◆ **LISTED RECORDS**:
╔══

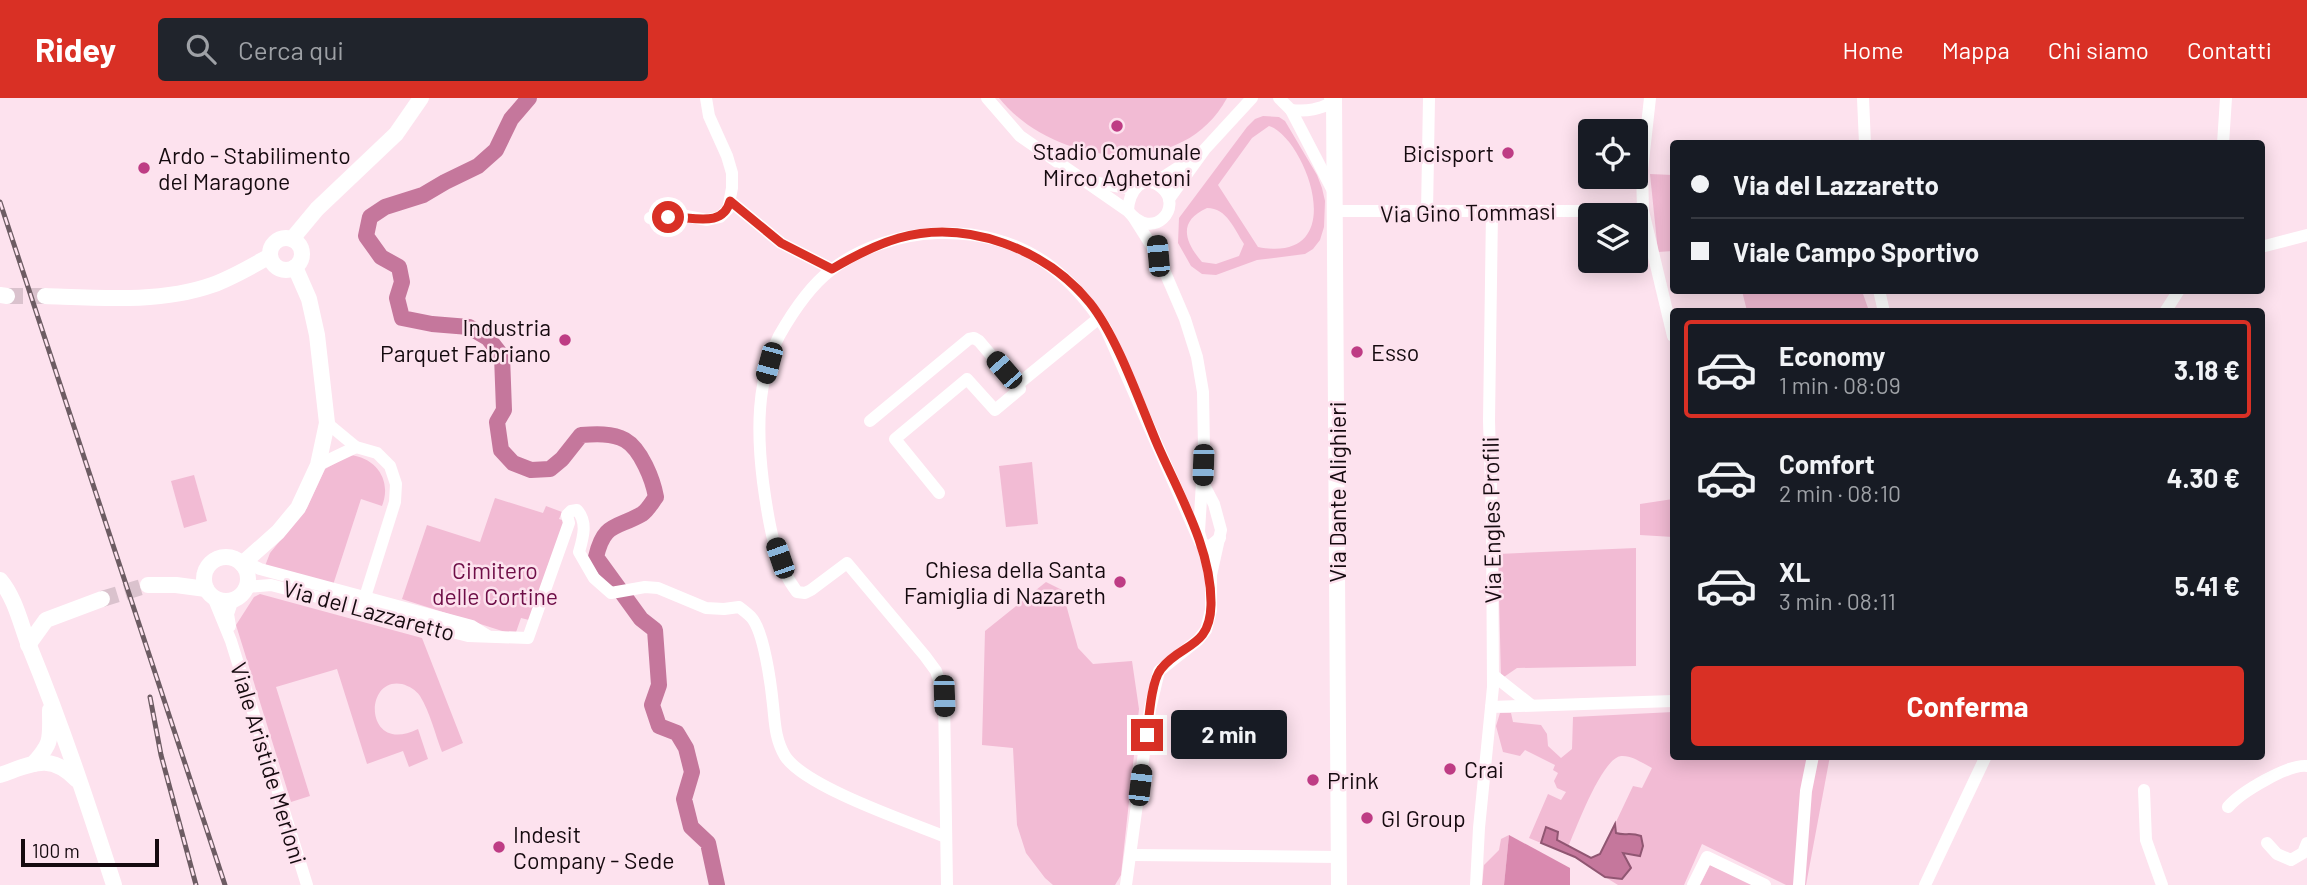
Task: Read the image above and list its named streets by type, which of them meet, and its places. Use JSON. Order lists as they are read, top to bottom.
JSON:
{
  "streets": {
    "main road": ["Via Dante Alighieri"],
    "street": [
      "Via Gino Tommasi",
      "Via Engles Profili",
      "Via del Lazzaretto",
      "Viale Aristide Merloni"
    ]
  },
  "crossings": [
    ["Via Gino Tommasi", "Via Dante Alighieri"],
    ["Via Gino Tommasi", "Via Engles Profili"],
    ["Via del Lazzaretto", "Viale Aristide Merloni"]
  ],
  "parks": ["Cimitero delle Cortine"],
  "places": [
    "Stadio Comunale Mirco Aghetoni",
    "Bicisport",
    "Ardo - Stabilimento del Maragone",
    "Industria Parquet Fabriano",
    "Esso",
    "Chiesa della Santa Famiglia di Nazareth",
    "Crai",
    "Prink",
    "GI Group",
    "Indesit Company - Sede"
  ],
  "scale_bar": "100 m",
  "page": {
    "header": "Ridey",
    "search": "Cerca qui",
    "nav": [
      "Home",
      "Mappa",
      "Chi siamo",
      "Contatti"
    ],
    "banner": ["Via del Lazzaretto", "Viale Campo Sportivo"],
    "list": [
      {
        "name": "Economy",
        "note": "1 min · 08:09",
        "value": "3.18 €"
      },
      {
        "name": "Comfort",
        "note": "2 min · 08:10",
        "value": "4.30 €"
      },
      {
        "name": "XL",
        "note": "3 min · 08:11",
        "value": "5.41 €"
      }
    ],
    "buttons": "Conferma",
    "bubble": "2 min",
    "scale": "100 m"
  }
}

╚══
╔══

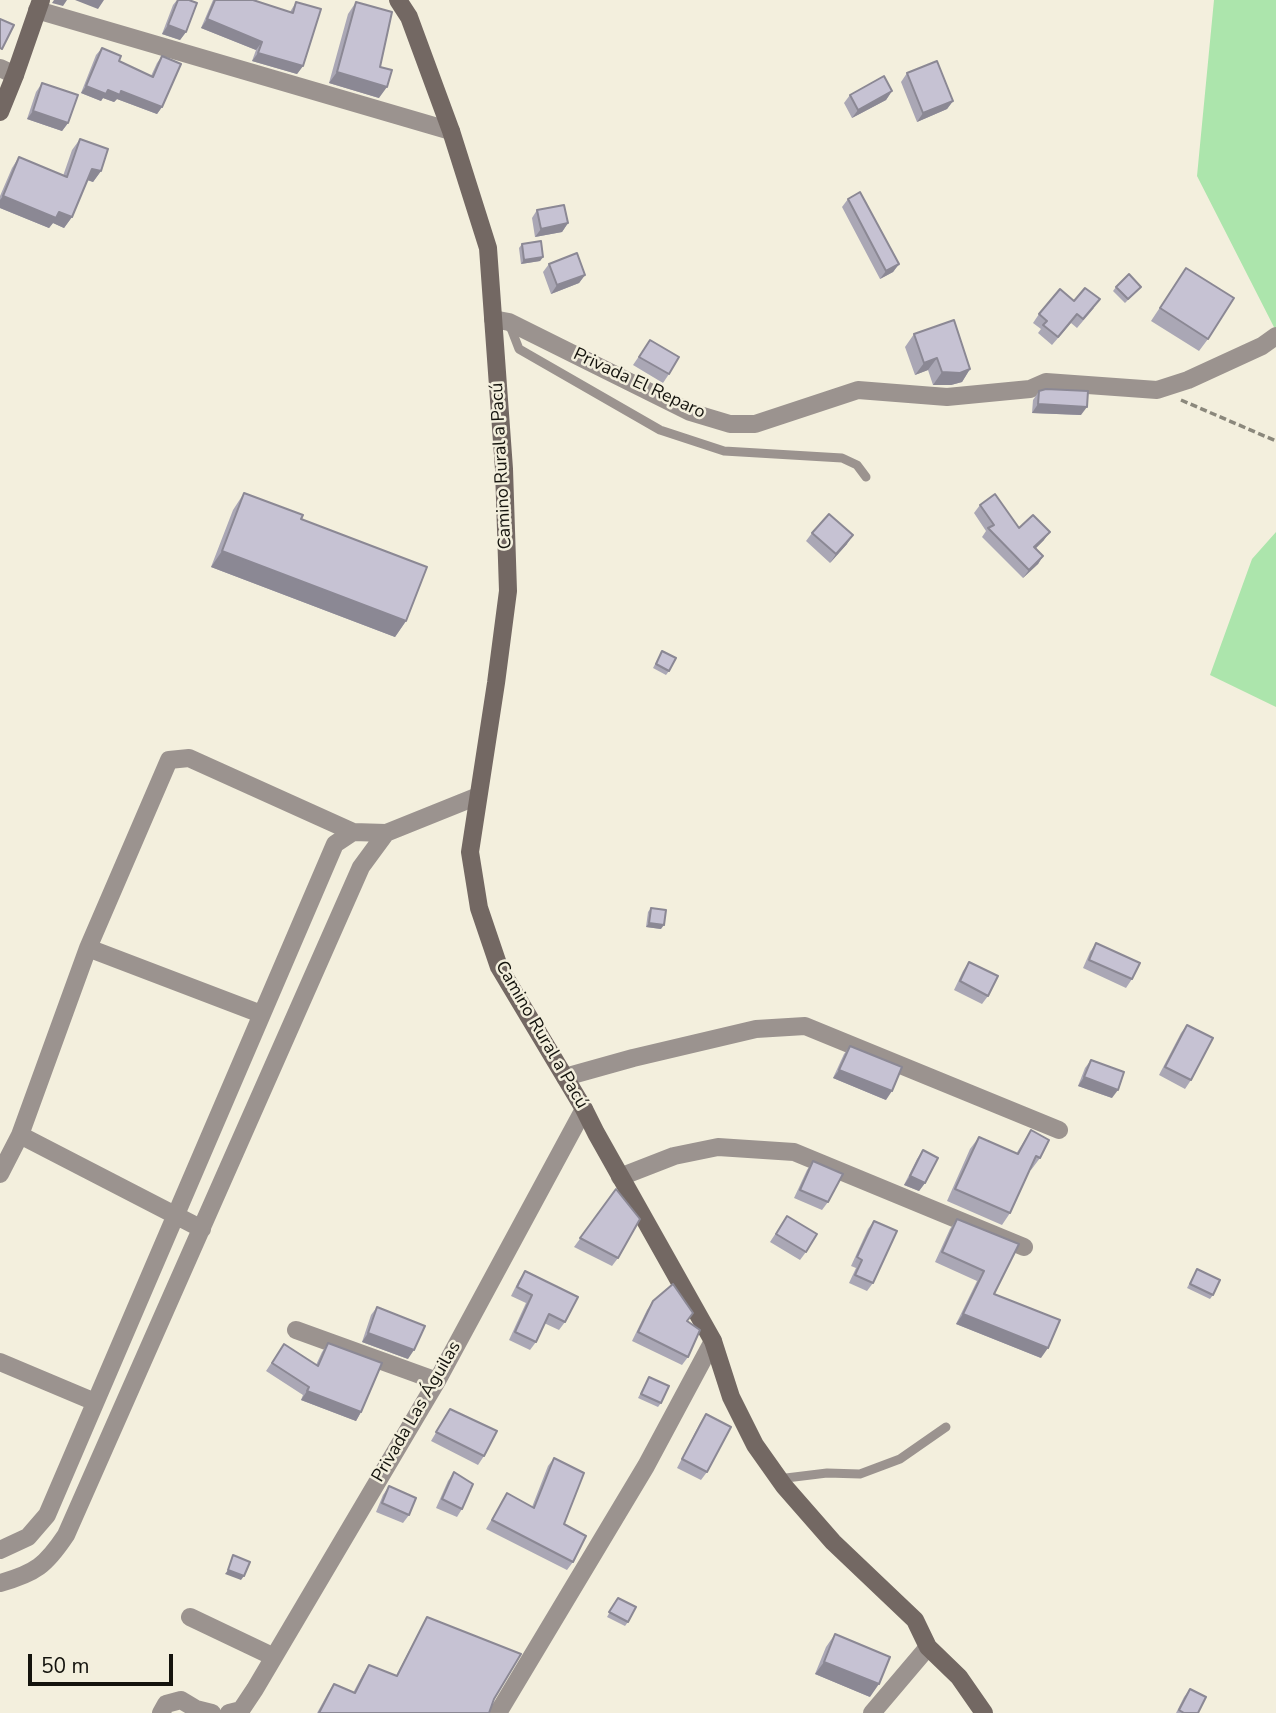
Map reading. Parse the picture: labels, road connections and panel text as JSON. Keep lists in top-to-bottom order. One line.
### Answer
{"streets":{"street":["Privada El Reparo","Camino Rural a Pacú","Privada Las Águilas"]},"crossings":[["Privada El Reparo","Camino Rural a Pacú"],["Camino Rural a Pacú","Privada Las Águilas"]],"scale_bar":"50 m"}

╚══

◆ **THE TASK**: Look over the records above, and wherever a line contains the string "lists", copy that line.

◆ **FINISHED TASK**:
Task: Read the image above and list its named streets by type, which of them meet, and its places. Use JSON. Order lists as they are read, top to bottom.
Map reading. Parse the picture: labels, road connections and panel text as JSON. Keep lists in top-to-bottom order. One line.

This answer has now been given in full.